In 1917 1 was called to serve my country in World War I. I sold my sawmill and left my mother and sisters to take care of the stock and ranch while I was away.
After the armistice, I returned to the ranch. The long, cold winter of 1919﷓1920 almost proved disastrous. It took a week to make the trip to and from Miles City for feed and we couldn't bring out large enough loads to keep the cattle from starving. We just cinched in our belts, picked up our lagging courage and hoped for a better "next year."
I had been corresponding with a girl I had met in Portland, Ore., when in the service by the name of Frieda Johnson. We were married June 10, 1920, and will celebrate our 50th wedding anniversary in 1970.
The first summer we lived in a sheepwagon in the Elkridge Mountains near Stacey where my sawmill was located. Nothing was modern; bread or biscuits were baked in a small sheepwagon oven and meals were served outside, roundup style.

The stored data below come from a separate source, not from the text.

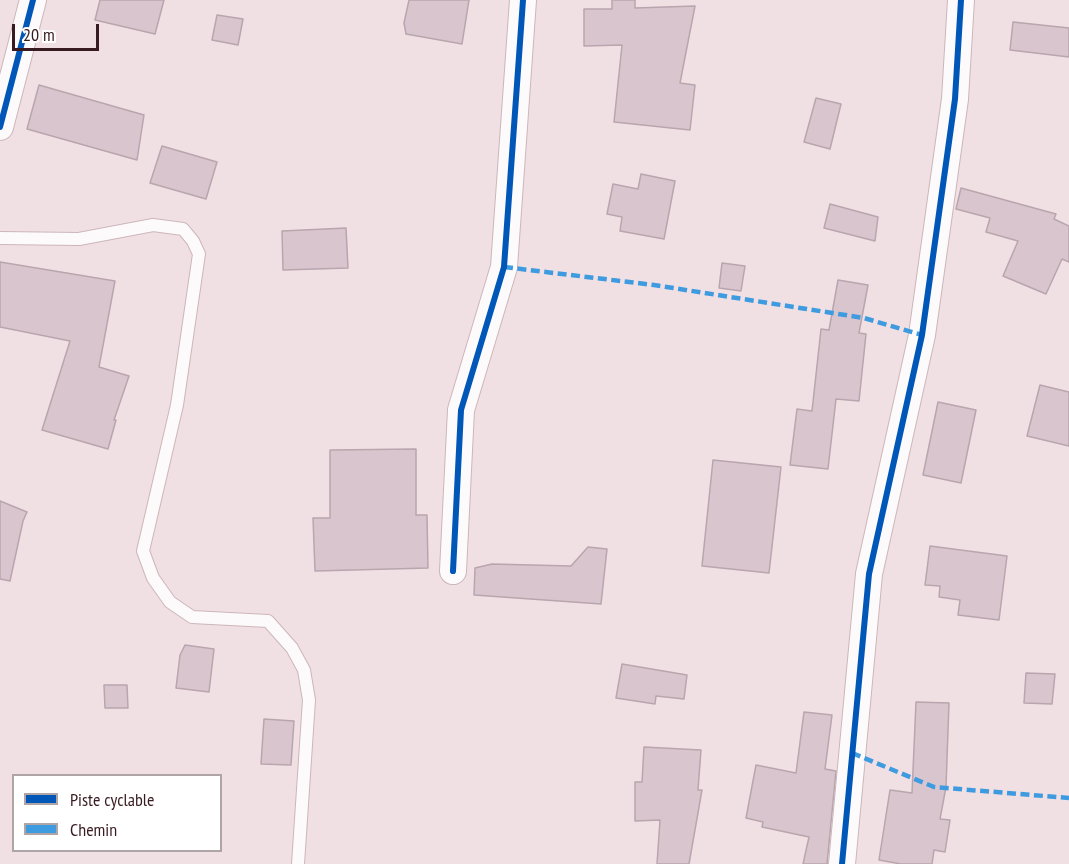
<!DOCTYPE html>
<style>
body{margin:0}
#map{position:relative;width:1069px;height:864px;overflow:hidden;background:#f1e0e3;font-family:"PT Sans Narrow",sans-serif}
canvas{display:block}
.legend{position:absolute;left:12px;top:774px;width:210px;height:78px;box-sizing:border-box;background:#fff;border:2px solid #afa4a6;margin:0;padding:8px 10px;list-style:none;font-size:18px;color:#381b21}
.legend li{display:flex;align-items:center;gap:12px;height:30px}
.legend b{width:30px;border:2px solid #afa4a6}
.scale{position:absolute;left:12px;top:24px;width:87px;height:27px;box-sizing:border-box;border:3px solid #381b21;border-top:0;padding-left:8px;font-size:18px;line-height:21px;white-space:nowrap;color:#381b21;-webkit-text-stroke:4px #fff;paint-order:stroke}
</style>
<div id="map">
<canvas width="1069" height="864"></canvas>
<ul class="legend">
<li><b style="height:8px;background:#0057b8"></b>Piste cyclable</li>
<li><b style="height:8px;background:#3e9be0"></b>Chemin</li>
</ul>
<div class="scale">20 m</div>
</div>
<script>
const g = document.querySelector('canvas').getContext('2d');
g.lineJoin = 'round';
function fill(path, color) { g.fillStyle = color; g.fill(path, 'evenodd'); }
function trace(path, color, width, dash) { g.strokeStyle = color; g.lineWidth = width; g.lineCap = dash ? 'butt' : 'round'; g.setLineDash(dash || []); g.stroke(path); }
const building = new Path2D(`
 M 100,0 L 164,0 L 155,34 L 95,20 Z
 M 409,0 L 469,0 L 462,44 L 406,34 L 404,23 Z
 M 612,0 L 635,0 L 635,8 L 695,6 L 680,83 L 695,85 L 690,130 L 614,122 L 622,45 L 584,46 L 584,9 L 612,9 Z
 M 217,15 L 243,19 L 238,45 L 212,40 Z
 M 1013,22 L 1069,28 L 1069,57 L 1010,50 Z
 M 39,85 L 144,115 L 137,160 L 27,129 Z
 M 816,98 L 841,104 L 830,149 L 804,142 Z
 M 162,146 L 217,162 L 206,199 L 150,183 Z
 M 641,174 L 675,181 L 664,239 L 620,231 L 622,217 L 607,214 L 613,184 L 638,189 Z
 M 961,188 L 1056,214 L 1054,219 L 1069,226 L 1069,262 L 1062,259 L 1046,294 L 1003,276 L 1018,241 L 986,232 L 990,218 L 956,209 Z
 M 830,204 L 878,217 L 875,241 L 824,228 Z
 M 346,228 L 348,268 L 283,270 L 282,231 Z
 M 0,262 L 115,281 L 99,367 L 129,376 L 114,420 L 116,420 L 108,449 L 42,430 L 70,341 L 0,327 Z
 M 722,263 L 745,266 L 741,291 L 719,288 Z
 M 838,280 L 868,285 L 859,333 L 866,334 L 859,401 L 836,399 L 828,469 L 790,465 L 797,409 L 812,411 L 821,329 L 829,330 Z
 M 1040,385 L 1069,392 L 1069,446 L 1027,436 Z
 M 938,402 L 976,410 L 961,483 L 923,475 Z
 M 416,449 L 416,515 L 427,515 L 428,568 L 315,571 L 313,518 L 330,518 L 330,450 Z
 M 713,460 L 781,467 L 769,573 L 702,566 Z
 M 0,501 L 27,512 L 23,521 L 10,581 L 0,579 Z
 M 930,546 L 1007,556 L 999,620 L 958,615 L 960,600 L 939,597 L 940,586 L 925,585 Z
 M 588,547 L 607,549 L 601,604 L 474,595 L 475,568 L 492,564 L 571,566 Z
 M 185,645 L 214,649 L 209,692 L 176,688 L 180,655 Z
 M 622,664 L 687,675 L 684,699 L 656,696 L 655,704 L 616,698 Z
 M 1026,673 L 1055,674 L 1052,704 L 1024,703 Z
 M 104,685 L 127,685 L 128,708 L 105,708 Z
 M 916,702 L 949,703 L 946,787 L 940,819 L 950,820 L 945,852 L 934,850 L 932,864 L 901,864 L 879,860 L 890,790 L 912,793 Z
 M 804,712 L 832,715 L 825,769 L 836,771 L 827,864 L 803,864 L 809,837 L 762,827 L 763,822 L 746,818 L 756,765 L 796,773 Z
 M 264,719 L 294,721 L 291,765 L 261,764 Z
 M 644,747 L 701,750 L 698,790 L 702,790 L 689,864 L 657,864 L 660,820 L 635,821 L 635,782 L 642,782 Z`);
fill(building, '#d9c5cd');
trace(building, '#b9a5ae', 1.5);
const service = new Path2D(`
 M 0,238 L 79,239 L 153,225 L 183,229 L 193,241 L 199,254 L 177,405 L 143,551 L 153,578 L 170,602 L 192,617 L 268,621 L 292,648 L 304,670 L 309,700 L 298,864`);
const minor = new Path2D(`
 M 0,127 L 33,0
 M 453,571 L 461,410 L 504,267 L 523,0
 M 842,864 L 869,574 L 922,335 L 955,99 L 961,0`);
trace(service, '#ccb6ba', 14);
trace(minor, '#ccb6ba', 28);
trace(service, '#fdfafb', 12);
trace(minor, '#fdfafb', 26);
trace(new Path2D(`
 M 504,267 L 654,285 L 864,318 L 922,335
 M 852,753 L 934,787 L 1069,798`), '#3e9be0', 4.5, [9, 4.5]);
trace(new Path2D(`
 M 0,127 L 33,0
 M 453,571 L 461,410 L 504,267 L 523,0
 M 842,864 L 869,574 L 922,335 L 955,99 L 961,0`), '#0057b8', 6);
</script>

That fall, my wife taught in a little log school, across the fence from where we lived. I was at the sawmill a great deal and my wife was alone with only a saddle horse to ride if she had to go somewhere.
In 1934, because of the drought, grasshoppers and depression, we sold the stock and moved to Sheridan, Wyo., for a few years. Our children attended school there and both graduated from Sheridan High School. During their high school years they stayed with my mother, Etta Brinegar.
About 1938 we returned to the ranch and although we had some reverses we moved steadily forward. We planted alfalfa and put in a dike system, also adding land to the ranch over the years.
We, our son, Charley and wife, Doris Jean formed a partnership. New methods and machinery and lots of hard work has made a fine hay and stock ranch of what began as a homestead. Our family takes charge of stock in the winter which gives us the opportunity of going south to milder climates for several months each year.
Our son Charley and Doris Jean have five children. Our daughter Betty is married to Lyle Bird and lives in Seattle, Wash. They have four children.
Now, as we, face into the sunset of life, our courage is still mostly high and faith undaunted.